(RECORDED DATA begins)

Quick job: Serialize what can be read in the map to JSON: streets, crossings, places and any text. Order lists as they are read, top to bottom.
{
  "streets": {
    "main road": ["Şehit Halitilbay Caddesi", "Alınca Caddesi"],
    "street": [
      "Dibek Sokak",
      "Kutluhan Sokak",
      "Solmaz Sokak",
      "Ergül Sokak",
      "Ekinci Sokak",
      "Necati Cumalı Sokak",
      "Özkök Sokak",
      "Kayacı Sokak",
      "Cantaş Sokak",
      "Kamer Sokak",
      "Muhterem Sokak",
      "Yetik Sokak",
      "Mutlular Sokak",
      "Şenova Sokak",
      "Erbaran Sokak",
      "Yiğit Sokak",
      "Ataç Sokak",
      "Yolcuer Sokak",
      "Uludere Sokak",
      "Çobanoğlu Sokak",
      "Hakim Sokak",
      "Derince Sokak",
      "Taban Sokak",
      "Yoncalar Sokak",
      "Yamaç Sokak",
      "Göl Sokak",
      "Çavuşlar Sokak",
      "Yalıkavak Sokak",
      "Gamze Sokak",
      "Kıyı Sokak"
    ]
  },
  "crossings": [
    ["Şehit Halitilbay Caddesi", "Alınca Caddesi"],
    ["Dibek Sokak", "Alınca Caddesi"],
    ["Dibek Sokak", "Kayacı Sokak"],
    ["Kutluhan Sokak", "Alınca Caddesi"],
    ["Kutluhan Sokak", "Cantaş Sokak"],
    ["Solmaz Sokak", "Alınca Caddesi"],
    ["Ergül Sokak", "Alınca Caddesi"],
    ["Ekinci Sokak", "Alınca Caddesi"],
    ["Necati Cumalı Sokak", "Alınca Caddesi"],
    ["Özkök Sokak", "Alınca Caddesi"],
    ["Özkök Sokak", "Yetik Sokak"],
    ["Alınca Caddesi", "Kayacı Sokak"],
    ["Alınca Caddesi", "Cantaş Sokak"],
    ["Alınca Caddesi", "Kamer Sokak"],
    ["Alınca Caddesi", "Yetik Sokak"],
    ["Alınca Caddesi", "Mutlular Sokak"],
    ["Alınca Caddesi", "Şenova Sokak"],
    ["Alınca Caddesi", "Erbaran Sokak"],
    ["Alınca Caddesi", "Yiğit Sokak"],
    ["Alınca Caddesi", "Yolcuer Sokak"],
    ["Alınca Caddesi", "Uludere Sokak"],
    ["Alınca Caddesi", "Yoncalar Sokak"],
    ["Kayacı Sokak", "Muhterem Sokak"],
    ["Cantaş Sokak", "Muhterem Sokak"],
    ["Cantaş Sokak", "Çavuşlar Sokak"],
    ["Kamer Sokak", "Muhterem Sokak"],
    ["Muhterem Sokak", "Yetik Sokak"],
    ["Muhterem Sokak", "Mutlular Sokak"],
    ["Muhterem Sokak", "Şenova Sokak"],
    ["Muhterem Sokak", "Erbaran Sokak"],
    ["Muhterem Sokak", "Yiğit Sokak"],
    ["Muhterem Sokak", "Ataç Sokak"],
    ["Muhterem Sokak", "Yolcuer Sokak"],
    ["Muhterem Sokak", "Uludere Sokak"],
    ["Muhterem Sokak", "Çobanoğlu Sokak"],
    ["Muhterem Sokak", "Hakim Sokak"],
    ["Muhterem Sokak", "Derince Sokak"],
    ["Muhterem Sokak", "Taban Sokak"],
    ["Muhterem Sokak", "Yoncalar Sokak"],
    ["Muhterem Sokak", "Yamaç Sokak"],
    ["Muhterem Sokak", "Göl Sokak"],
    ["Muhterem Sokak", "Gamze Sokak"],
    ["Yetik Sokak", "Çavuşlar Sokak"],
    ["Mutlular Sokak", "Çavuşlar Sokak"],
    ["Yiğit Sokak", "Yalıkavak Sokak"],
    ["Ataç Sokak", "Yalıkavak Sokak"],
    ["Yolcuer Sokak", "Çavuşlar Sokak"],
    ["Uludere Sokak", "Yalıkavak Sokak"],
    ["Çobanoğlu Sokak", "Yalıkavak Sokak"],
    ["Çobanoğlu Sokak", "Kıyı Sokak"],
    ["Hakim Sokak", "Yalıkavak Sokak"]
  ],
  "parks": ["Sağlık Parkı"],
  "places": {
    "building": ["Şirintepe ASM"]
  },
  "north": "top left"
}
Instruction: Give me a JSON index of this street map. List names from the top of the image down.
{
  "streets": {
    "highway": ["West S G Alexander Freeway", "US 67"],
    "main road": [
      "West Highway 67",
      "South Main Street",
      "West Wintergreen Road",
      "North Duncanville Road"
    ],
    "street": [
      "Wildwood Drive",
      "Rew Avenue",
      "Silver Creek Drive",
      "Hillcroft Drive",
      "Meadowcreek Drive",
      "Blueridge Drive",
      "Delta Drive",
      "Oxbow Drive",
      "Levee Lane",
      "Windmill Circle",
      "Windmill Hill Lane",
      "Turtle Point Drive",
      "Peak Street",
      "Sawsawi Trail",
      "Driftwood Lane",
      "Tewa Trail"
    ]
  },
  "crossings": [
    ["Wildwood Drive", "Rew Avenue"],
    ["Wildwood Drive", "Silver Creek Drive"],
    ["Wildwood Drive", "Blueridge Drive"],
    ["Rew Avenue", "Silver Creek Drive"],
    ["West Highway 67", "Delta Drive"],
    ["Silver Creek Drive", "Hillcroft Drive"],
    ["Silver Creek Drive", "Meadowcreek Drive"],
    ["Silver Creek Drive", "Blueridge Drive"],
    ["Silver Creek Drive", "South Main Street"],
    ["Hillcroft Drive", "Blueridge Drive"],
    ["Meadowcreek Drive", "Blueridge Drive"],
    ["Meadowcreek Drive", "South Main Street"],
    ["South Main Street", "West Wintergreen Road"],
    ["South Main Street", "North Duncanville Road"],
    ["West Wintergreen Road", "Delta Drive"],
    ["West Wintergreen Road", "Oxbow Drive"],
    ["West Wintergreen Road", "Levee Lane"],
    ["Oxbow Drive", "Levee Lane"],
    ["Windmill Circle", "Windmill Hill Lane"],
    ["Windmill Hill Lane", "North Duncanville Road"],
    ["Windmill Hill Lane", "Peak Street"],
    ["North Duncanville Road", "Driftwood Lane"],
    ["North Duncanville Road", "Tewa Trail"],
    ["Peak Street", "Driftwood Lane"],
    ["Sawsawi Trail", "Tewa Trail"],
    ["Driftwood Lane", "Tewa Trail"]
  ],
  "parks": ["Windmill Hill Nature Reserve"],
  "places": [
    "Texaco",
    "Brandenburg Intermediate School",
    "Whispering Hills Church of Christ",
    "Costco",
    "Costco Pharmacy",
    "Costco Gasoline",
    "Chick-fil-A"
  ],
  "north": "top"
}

(RECORDED DATA ends)

| TRY IT |
Could every entry above be printed again, word for word?

| ANSWER SPACE |
Quick job: Serialize what can be read in the map to JSON: streets, crossings, places and any text. Order lists as they are read, top to bottom.
{
  "streets": {
    "main road": ["Şehit Halitilbay Caddesi", "Alınca Caddesi"],
    "street": [
      "Dibek Sokak",
      "Kutluhan Sokak",
      "Solmaz Sokak",
      "Ergül Sokak",
      "Ekinci Sokak",
      "Necati Cumalı Sokak",
      "Özkök Sokak",
      "Kayacı Sokak",
      "Cantaş Sokak",
      "Kamer Sokak",
      "Muhterem Sokak",
      "Yetik Sokak",
      "Mutlular Sokak",
      "Şenova Sokak",
      "Erbaran Sokak",
      "Yiğit Sokak",
      "Ataç Sokak",
      "Yolcuer Sokak",
      "Uludere Sokak",
      "Çobanoğlu Sokak",
      "Hakim Sokak",
      "Derince Sokak",
      "Taban Sokak",
      "Yoncalar Sokak",
      "Yamaç Sokak",
      "Göl Sokak",
      "Çavuşlar Sokak",
      "Yalıkavak Sokak",
      "Gamze Sokak",
      "Kıyı Sokak"
    ]
  },
  "crossings": [
    ["Şehit Halitilbay Caddesi", "Alınca Caddesi"],
    ["Dibek Sokak", "Alınca Caddesi"],
    ["Dibek Sokak", "Kayacı Sokak"],
    ["Kutluhan Sokak", "Alınca Caddesi"],
    ["Kutluhan Sokak", "Cantaş Sokak"],
    ["Solmaz Sokak", "Alınca Caddesi"],
    ["Ergül Sokak", "Alınca Caddesi"],
    ["Ekinci Sokak", "Alınca Caddesi"],
    ["Necati Cumalı Sokak", "Alınca Caddesi"],
    ["Özkök Sokak", "Alınca Caddesi"],
    ["Özkök Sokak", "Yetik Sokak"],
    ["Alınca Caddesi", "Kayacı Sokak"],
    ["Alınca Caddesi", "Cantaş Sokak"],
    ["Alınca Caddesi", "Kamer Sokak"],
    ["Alınca Caddesi", "Yetik Sokak"],
    ["Alınca Caddesi", "Mutlular Sokak"],
    ["Alınca Caddesi", "Şenova Sokak"],
    ["Alınca Caddesi", "Erbaran Sokak"],
    ["Alınca Caddesi", "Yiğit Sokak"],
    ["Alınca Caddesi", "Yolcuer Sokak"],
    ["Alınca Caddesi", "Uludere Sokak"],
    ["Alınca Caddesi", "Yoncalar Sokak"],
    ["Kayacı Sokak", "Muhterem Sokak"],
    ["Cantaş Sokak", "Muhterem Sokak"],
    ["Cantaş Sokak", "Çavuşlar Sokak"],
    ["Kamer Sokak", "Muhterem Sokak"],
    ["Muhterem Sokak", "Yetik Sokak"],
    ["Muhterem Sokak", "Mutlular Sokak"],
    ["Muhterem Sokak", "Şenova Sokak"],
    ["Muhterem Sokak", "Erbaran Sokak"],
    ["Muhterem Sokak", "Yiğit Sokak"],
    ["Muhterem Sokak", "Ataç Sokak"],
    ["Muhterem Sokak", "Yolcuer Sokak"],
    ["Muhterem Sokak", "Uludere Sokak"],
    ["Muhterem Sokak", "Çobanoğlu Sokak"],
    ["Muhterem Sokak", "Hakim Sokak"],
    ["Muhterem Sokak", "Derince Sokak"],
    ["Muhterem Sokak", "Taban Sokak"],
    ["Muhterem Sokak", "Yoncalar Sokak"],
    ["Muhterem Sokak", "Yamaç Sokak"],
    ["Muhterem Sokak", "Göl Sokak"],
    ["Muhterem Sokak", "Gamze Sokak"],
    ["Yetik Sokak", "Çavuşlar Sokak"],
    ["Mutlular Sokak", "Çavuşlar Sokak"],
    ["Yiğit Sokak", "Yalıkavak Sokak"],
    ["Ataç Sokak", "Yalıkavak Sokak"],
    ["Yolcuer Sokak", "Çavuşlar Sokak"],
    ["Uludere Sokak", "Yalıkavak Sokak"],
    ["Çobanoğlu Sokak", "Yalıkavak Sokak"],
    ["Çobanoğlu Sokak", "Kıyı Sokak"],
    ["Hakim Sokak", "Yalıkavak Sokak"]
  ],
  "parks": ["Sağlık Parkı"],
  "places": {
    "building": ["Şirintepe ASM"]
  },
  "north": "top left"
}
Instruction: Give me a JSON index of this street map. List names from the top of the image down.
{
  "streets": {
    "highway": ["West S G Alexander Freeway", "US 67"],
    "main road": [
      "West Highway 67",
      "South Main Street",
      "West Wintergreen Road",
      "North Duncanville Road"
    ],
    "street": [
      "Wildwood Drive",
      "Rew Avenue",
      "Silver Creek Drive",
      "Hillcroft Drive",
      "Meadowcreek Drive",
      "Blueridge Drive",
      "Delta Drive",
      "Oxbow Drive",
      "Levee Lane",
      "Windmill Circle",
      "Windmill Hill Lane",
      "Turtle Point Drive",
      "Peak Street",
      "Sawsawi Trail",
      "Driftwood Lane",
      "Tewa Trail"
    ]
  },
  "crossings": [
    ["Wildwood Drive", "Rew Avenue"],
    ["Wildwood Drive", "Silver Creek Drive"],
    ["Wildwood Drive", "Blueridge Drive"],
    ["Rew Avenue", "Silver Creek Drive"],
    ["West Highway 67", "Delta Drive"],
    ["Silver Creek Drive", "Hillcroft Drive"],
    ["Silver Creek Drive", "Meadowcreek Drive"],
    ["Silver Creek Drive", "Blueridge Drive"],
    ["Silver Creek Drive", "South Main Street"],
    ["Hillcroft Drive", "Blueridge Drive"],
    ["Meadowcreek Drive", "Blueridge Drive"],
    ["Meadowcreek Drive", "South Main Street"],
    ["South Main Street", "West Wintergreen Road"],
    ["South Main Street", "North Duncanville Road"],
    ["West Wintergreen Road", "Delta Drive"],
    ["West Wintergreen Road", "Oxbow Drive"],
    ["West Wintergreen Road", "Levee Lane"],
    ["Oxbow Drive", "Levee Lane"],
    ["Windmill Circle", "Windmill Hill Lane"],
    ["Windmill Hill Lane", "North Duncanville Road"],
    ["Windmill Hill Lane", "Peak Street"],
    ["North Duncanville Road", "Driftwood Lane"],
    ["North Duncanville Road", "Tewa Trail"],
    ["Peak Street", "Driftwood Lane"],
    ["Sawsawi Trail", "Tewa Trail"],
    ["Driftwood Lane", "Tewa Trail"]
  ],
  "parks": ["Windmill Hill Nature Reserve"],
  "places": [
    "Texaco",
    "Brandenburg Intermediate School",
    "Whispering Hills Church of Christ",
    "Costco",
    "Costco Pharmacy",
    "Costco Gasoline",
    "Chick-fil-A"
  ],
  "north": "top"
}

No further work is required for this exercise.